Politique
Arrestation de Bensedrine : l’ONU s’inquiète pour la liberté d’expression en Tunisie
Genève, le 5 août 2024 – L’arrestation de Sihem Bensedrine, figure emblématique de la lutte pour les droits humains en Tunisie, suscite l’émoi au sein de la communauté internationale. Les experts indépendants de l’ONU ont exprimé leur vive préoccupation face à cette situation, qui pourrait marquer un nouveau tournant dans la répression des voix dissidentes dans le pays.
« C’est un coup dur pour la liberté d’expression », confie sous couvert d’anonymat un militant tunisien. « Sihem est un symbole. Son arrestation envoie un message glaçant à tous ceux qui osent encore critiquer le pouvoir. »
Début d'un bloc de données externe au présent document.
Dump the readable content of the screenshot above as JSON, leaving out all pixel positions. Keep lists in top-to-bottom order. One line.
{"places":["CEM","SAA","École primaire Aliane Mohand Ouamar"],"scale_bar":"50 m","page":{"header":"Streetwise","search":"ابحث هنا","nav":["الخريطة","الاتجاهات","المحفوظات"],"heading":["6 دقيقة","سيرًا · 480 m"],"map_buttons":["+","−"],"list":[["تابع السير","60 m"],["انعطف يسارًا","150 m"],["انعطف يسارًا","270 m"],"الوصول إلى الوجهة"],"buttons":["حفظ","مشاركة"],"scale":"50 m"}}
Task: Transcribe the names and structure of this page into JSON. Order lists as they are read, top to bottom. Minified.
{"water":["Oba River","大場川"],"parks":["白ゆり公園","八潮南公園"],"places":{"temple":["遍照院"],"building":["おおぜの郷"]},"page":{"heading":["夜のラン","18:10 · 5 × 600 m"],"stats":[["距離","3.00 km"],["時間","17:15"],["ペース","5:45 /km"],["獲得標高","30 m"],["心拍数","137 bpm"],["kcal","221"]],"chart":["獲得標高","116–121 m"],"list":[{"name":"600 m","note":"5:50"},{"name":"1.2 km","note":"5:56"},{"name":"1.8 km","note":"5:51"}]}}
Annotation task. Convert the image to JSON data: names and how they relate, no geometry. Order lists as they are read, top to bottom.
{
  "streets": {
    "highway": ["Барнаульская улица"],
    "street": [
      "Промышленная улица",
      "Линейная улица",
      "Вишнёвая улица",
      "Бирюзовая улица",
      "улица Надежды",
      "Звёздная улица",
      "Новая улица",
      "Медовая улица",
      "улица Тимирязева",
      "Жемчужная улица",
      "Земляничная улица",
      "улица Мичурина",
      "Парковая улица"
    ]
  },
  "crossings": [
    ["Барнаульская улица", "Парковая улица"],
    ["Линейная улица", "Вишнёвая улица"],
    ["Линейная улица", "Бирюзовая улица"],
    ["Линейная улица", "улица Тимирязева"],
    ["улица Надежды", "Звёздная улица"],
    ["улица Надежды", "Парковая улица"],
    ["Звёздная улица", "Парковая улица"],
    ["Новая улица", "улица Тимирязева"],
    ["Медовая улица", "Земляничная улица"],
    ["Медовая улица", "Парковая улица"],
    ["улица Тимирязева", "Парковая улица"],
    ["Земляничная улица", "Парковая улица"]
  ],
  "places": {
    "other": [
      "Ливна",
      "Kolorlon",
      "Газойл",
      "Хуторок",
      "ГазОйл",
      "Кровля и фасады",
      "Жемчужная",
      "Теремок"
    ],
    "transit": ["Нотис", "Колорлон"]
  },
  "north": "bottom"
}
Ancienne présidente de l’Instance Vérité et Dignité (IVD), Mme Bensedrine s’est fait connaître pour son travail acharné visant à documenter les crimes commis sous les régimes précédents. Journaliste engagée, elle n’a cessé de dénoncer les atteintes aux droits fondamentaux, s’attirant les foudres des autorités.
Son arrestation le 1er août dernier s’inscrit dans le cadre d’une enquête judiciaire ouverte en 2021. Elle est accusée d’avoir falsifié un chapitre du rapport final de l’IVD concernant la corruption bancaire. Une accusation que ses proches qualifient de « ridicule » et « politiquement motivée ».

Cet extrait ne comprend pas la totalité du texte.